Furthermore, the cost of operating a farm has increased, causing a jump in both premiums and payouts. For example, Schmitz said an 80,000 kernel bag of seed corn cost $25 when he began farming around 1980 but runs up to $400 now. A basic tractor purchased at that time for $25,000 would easily top $250,000 in 2023, he said.
Schmitz added that in recent years, farmers have faced new forms of weather challenges, including the “derecho” storm and straight-line wind event that damaged buildings in Sioux Falls and crops across eastern South Dakota and western Iowa in July 2022.
Schmitz also said the crop insurance program is critical for young farmers, who will form the future of agriculture in America. While many experienced farmers have created more stability in their operation and are more able to absorb a loss, young farmers are not as well positioned financially, he said.
“It’s especially important for younger producers just getting into the business,” he said. “The older guys have been through it and built up a little equity and understand the ups and downs and can balance that. But for a young person coming in, with the debt they’ve acquired just to get into the business and suddenly they have a loss of income, it’s pretty impactful.”

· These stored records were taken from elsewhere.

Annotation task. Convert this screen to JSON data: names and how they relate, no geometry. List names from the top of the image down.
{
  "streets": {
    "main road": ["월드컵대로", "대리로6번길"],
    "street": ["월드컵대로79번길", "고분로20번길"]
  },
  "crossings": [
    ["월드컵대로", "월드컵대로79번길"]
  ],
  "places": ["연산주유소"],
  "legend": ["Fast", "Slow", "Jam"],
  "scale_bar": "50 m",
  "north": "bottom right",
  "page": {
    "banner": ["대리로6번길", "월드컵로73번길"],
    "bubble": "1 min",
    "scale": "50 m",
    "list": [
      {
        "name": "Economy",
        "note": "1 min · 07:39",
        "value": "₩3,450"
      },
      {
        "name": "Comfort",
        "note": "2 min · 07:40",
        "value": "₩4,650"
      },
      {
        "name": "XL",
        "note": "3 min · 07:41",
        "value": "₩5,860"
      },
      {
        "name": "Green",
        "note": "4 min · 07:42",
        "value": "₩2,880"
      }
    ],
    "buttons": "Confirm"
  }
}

Taxation group seeks limits on payouts
Taxpayers for Common Sense, a Washington budget watchdog group, is urging Congress to pass two measures aimed at tightening the rules of the crop insurance program to reduce costs and increase transparency.
The group supports both the Assisting Family Farmers through Insurance Reform Measures Act and the Crop Insurance Transparency Act.

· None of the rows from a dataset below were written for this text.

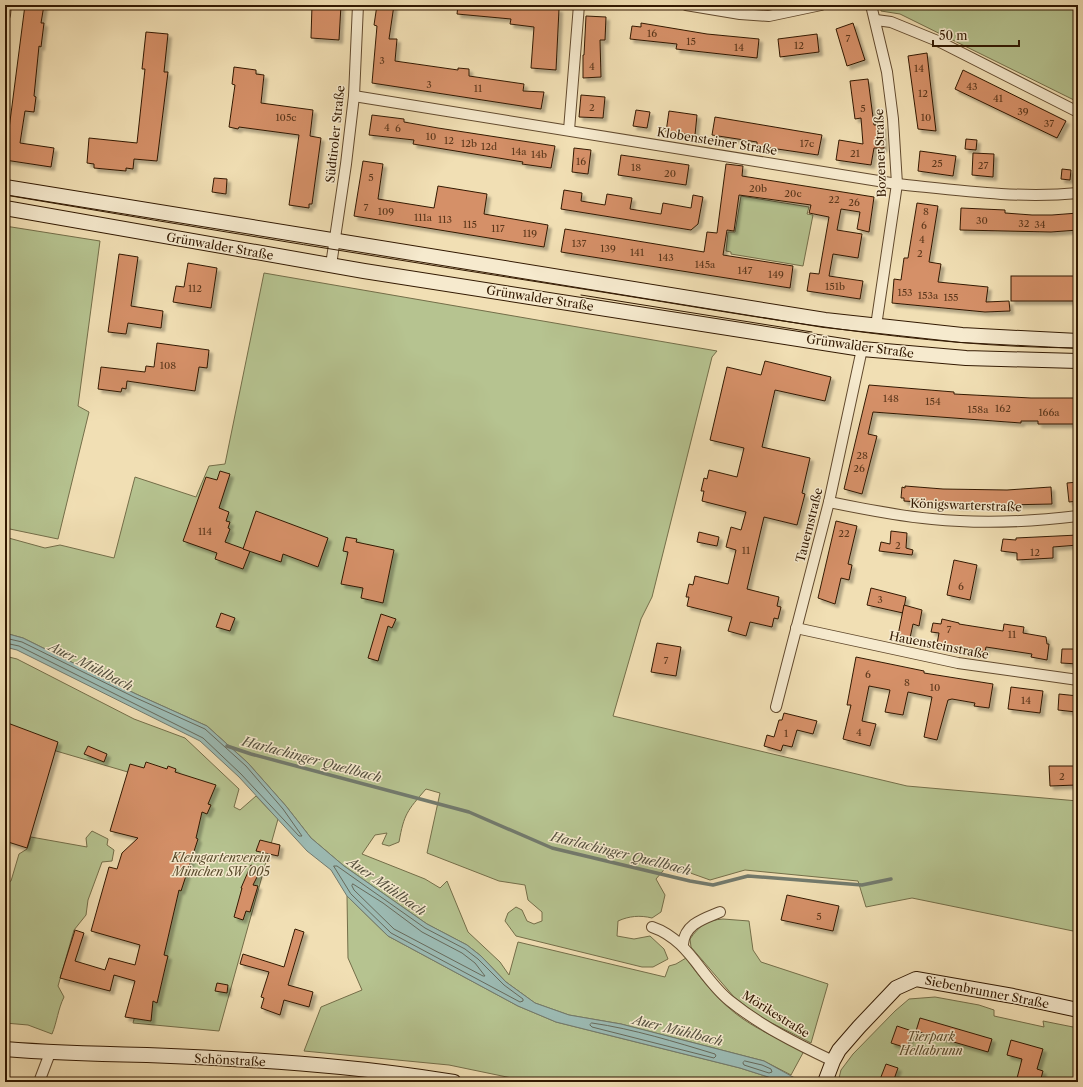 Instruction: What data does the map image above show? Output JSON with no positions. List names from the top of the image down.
{
  "streets": {
    "main road": ["Grünwalder Straße", "Siebenbrunner Straße", "Schönstraße"],
    "street": [
      "Südtiroler Straße",
      "Klobensteiner Straße",
      "Bozener Straße",
      "Königswarterstraße",
      "Tauernstraße",
      "Hauensteinstraße",
      "Mörikestraße"
    ]
  },
  "crossings": [
    ["Südtiroler Straße", "Klobensteiner Straße"],
    ["Südtiroler Straße", "Grünwalder Straße"],
    ["Klobensteiner Straße", "Bozener Straße"],
    ["Bozener Straße", "Grünwalder Straße"],
    ["Grünwalder Straße", "Tauernstraße"],
    ["Königswarterstraße", "Tauernstraße"],
    ["Tauernstraße", "Hauensteinstraße"],
    ["Siebenbrunner Straße", "Mörikestraße"]
  ],
  "water": ["Auer Mühlbach", "Harlachinger Quellbach"],
  "parks": ["Kleingartenverein München SW 005", "Tierpark Hellabrunn"],
  "house_numbers": [
    "16",
    "7",
    "15",
    "12",
    "14",
    "3",
    "4",
    "14",
    "3",
    "43",
    "11",
    "12",
    "41",
    "2",
    "5",
    "39",
    "105c",
    "10",
    "37",
    "4",
    "6",
    "10",
    "12",
    "12b",
    "17c",
    "12d",
    "14a",
    "21",
    "14b",
    "16",
    "25",
    "27",
    "18",
    "20",
    "5",
    "20b",
    "20c",
    "22",
    "26",
    "7",
    "109",
    "8",
    "111a",
    "113",
    "30",
    "32",
    "115",
    "34",
    "6",
    "117",
    "119",
    "4",
    "137",
    "139",
    "141",
    "2",
    "143",
    "145a",
    "147",
    "149",
    "151b",
    "112",
    "153",
    "153a",
    "155",
    "108",
    "148",
    "154",
    "162",
    "158a",
    "166a",
    "28",
    "26",
    "114",
    "22",
    "2",
    "11",
    "12",
    "6",
    "3",
    "7",
    "11",
    "7",
    "6",
    "8",
    "10",
    "14",
    "4",
    "1",
    "2",
    "5"
  ],
  "scale_bar": "50 m"
}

Those measures would, among other things, put limits on the payouts individual farms could receive under the crop insurance program and eliminate taxpayer subsidies for the wealthiest farmers, those who own but do not operate a farm, or those of foreign residency.
The group argues that widespread use of the crop insurance program has led to increasing prices of farmland, consolidation of farms and reduced agricultural conservation and crop diversification.

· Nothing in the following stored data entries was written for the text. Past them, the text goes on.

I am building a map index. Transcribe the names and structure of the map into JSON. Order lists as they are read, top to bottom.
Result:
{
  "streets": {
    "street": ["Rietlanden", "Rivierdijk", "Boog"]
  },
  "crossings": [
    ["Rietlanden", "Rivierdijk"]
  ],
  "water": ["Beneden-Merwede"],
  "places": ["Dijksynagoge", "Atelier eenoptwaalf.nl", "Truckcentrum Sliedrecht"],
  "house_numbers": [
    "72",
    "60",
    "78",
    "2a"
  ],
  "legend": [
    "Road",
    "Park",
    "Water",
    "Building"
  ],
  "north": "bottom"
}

The organization further noted that federal emergency disaster declarations, enacted separately and in addition to crop insurance policies, have provided $20 billion in payments to farmers since 2018, including those who already benefited from crop insurance policies.
“Common sense reforms to the federal crop insurance program can save taxpayers tens of billions of dollars, while also benefiting beginning farmers and the environment,” the group said in a September 2023 position paper.
Extreme weather likely to continue
Schechinger said the data show that extreme weather is likely to continue, with disasters occurring with even greater uncertainty than in the past.
She noted that in some South Dakota counties, farmers received insurance payments for losses due to both drought and excess moisture in the same calendar year. Congress or the USDA could implement reforms to encourage farmers, for example, to reduce tillage or increase use of cover crops or use other “climate smart” practices to strengthen the land against the impacts of extreme weather caused by climate change, she said.
“We really think the crop insurance program needs to be reformed to help farmers increase their resiliency to extreme weather,” Schechinger said. “The program itself is not bad. The issue is that it really promotes business as usual, which just is not going to work anymore with increasing intensity of extreme weather as the climate crisis worsens.”
Schmitz counters that American farmers are known for being “some of the most sustainable farmers in the world,” but he also acknowledges that more can be done to protect the land and water and increase resilience of farms to extreme weather events.
“Everybody agrees that the climate has been changing, and we’re always looking to improve,” he said. “For the most part, everybody recognizes that they better be taking care of what they have and making it better for the next generations.”